Tag Archives: psychology

Personality Tests

I enjoy taking these, for the process at least as much as the results.
(That’s the kind of question they ask.)

Getting them is a conflicted experience.

I feel a mix of pleasure at not being boxed or fitting their schemes, and the wish to be understood and for greater self knowledge.

I was asked to test one of these for a careers department. I answered honestly and was told “Your answers are not valid”!

I quickly realised how to answer to get a chosen result. I further mocked this fledging programme when it made suggestions for me that I thought way out… though over a decade later, I understood that those career paths were latent in me.

When you take one in a magazine, it’s fun and the people making the test are not claiming to be experts. I often wonder whether the sort in women’s magazines are composed over a liquid lunch amidst much squealing, and how much of an understanding of life the composers have.

But psychologists do take themselves and their tests more seriously, and they expect you the respondent to. I think that means greater responsibility on their half and more caution on that of the test taker, because their analyses can hurt and mislead.
One of them made you take a kind of risk assessment on the potential damage the test could cause!

The academic in me picks holes in their poorly framed questions and easily is bored with repetition. Often I do not feel any of the options presented suits me, at least without a large proviso. When asked if I prefer justice or mercy, it depends on whether I am speaking of wrong done by a huge corporation or a needy individual, and justice can be restorative, not punitive.

One test was a secret megalomaniac finder under the guise of Self Esteem. It asked things like “Would you make a good world leader?”! – I wasn’t sure that position had been created. Of course some people really could answer yes to national leadership (and in comparison to some of our leaders, I think we could feel safe to assert we could do a better job!) It also made you think it was asking if you have a good body image when it was really trying to catch you as an exhibitionist. It asked other questions with loaded answers which often forced you into saying something they took as delusional.

Another was about whether you saw yourself as lazy, and how much you wished to be. Generally we are expected to want to be diligent and hard working and organised and not the opposite. There are traits we are expected to be or desire to be – warm and gregarious being others. I felt there are any presuppositions by the psychologists, reflecting their own values as much as the women’s magazines.

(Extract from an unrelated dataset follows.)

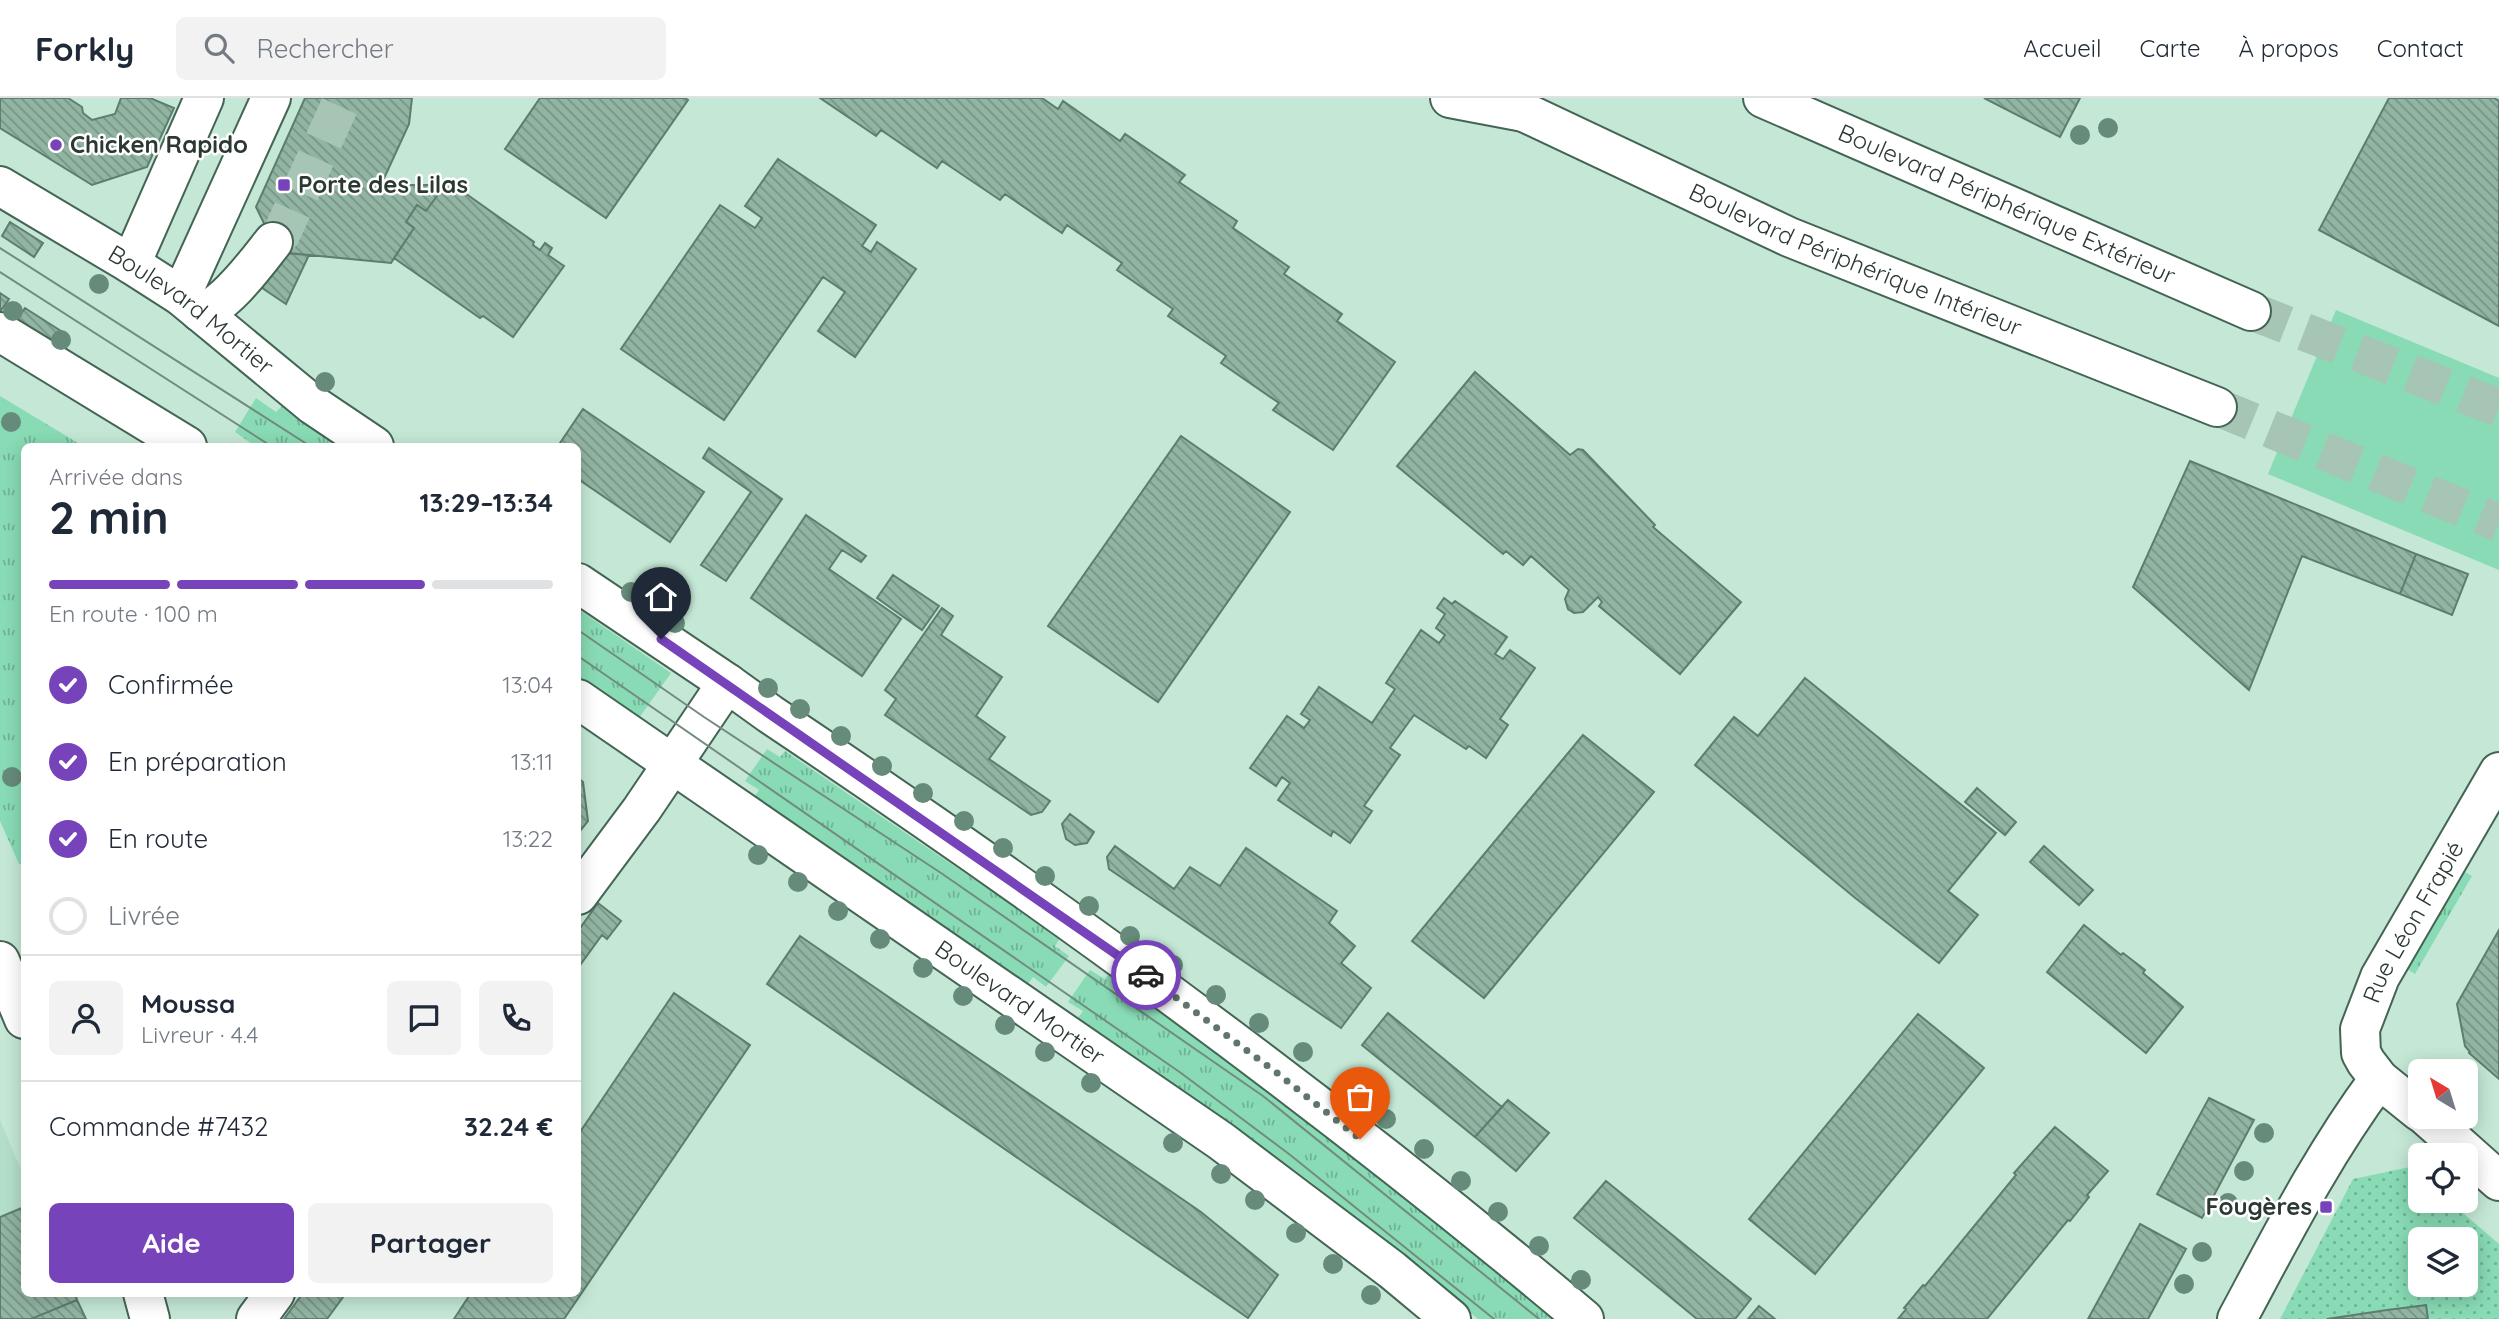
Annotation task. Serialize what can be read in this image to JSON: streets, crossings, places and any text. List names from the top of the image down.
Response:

Many tests ask what country, sex and age you are. I amused myself by changing that and found that the results came out differently – eg being seen as less immodest as an American male than a Botswanan woman.

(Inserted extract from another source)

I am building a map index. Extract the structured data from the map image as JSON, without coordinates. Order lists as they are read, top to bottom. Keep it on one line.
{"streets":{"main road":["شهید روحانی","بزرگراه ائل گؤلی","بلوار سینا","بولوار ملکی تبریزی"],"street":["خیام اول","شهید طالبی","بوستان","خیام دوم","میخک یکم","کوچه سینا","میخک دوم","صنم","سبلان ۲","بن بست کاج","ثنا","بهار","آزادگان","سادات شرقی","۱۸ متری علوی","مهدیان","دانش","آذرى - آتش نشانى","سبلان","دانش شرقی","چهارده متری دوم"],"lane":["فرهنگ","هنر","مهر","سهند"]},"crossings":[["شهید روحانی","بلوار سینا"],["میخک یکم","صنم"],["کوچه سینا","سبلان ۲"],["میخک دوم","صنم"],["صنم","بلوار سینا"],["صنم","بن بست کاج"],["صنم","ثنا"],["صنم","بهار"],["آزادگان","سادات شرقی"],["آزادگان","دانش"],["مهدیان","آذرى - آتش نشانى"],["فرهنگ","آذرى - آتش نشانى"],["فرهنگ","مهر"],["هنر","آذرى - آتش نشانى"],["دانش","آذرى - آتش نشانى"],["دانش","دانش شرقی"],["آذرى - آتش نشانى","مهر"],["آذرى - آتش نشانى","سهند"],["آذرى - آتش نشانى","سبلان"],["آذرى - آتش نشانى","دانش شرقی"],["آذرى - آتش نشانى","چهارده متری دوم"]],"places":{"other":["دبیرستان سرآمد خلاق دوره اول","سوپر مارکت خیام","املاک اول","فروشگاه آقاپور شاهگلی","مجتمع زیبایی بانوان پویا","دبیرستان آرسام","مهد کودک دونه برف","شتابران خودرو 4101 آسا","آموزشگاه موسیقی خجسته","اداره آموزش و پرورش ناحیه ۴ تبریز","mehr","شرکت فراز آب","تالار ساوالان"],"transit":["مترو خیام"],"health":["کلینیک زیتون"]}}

They score you on averages from not only country, sex and age but in comparison to others that took the tests. But people who take the tests already have certain personality traits in common – curiosity, desire for self knowledge and enjoying questions; perhaps too in having some time to spare. I think that undermines the methodology somewhat.

Having preset answers also boxes you and I felt there were aspects of myself not being asked about – for instance, less about kindness and empathy, and lots with leading words about annoyance and selfish sounding behaviours which translated the answers into more emotive and extreme results – eg angry becomes enraged; resentful, bitter. It is not good at nuance or contradiction or variation.

Sometimes I was surprised that they did come out with some accurate and perceptive statements despite not being impressed with the test. But if you do more than one by the same people, you find cut and paste statements which really stand out as being inauthentic.

My favourite are the Jungian ones – not as a fan of him but because I like what it said about me. It generally picked the right careers and interests, said some flattering things, and put me in a rare category which suited me nicely 🙂
And I am apparently in the same one as Nathan the Prophet who clearly took the test in Biblical times, along with some notable Greeks and canonised saints.

The most ridiculous question was how would you react to a friend who claimed his lateness was due to a penguin.

I am right to be critical of the questions and the values portrayed in them. I note that what comes out is the wish to conform and seem nice vs honesty; and also some negative beliefs about myself.

I close with my favourite question – about your reaction to your lover being caught in bed with a dignitary. I shall not share which answer I chose, but its perceptiveness did make me smile!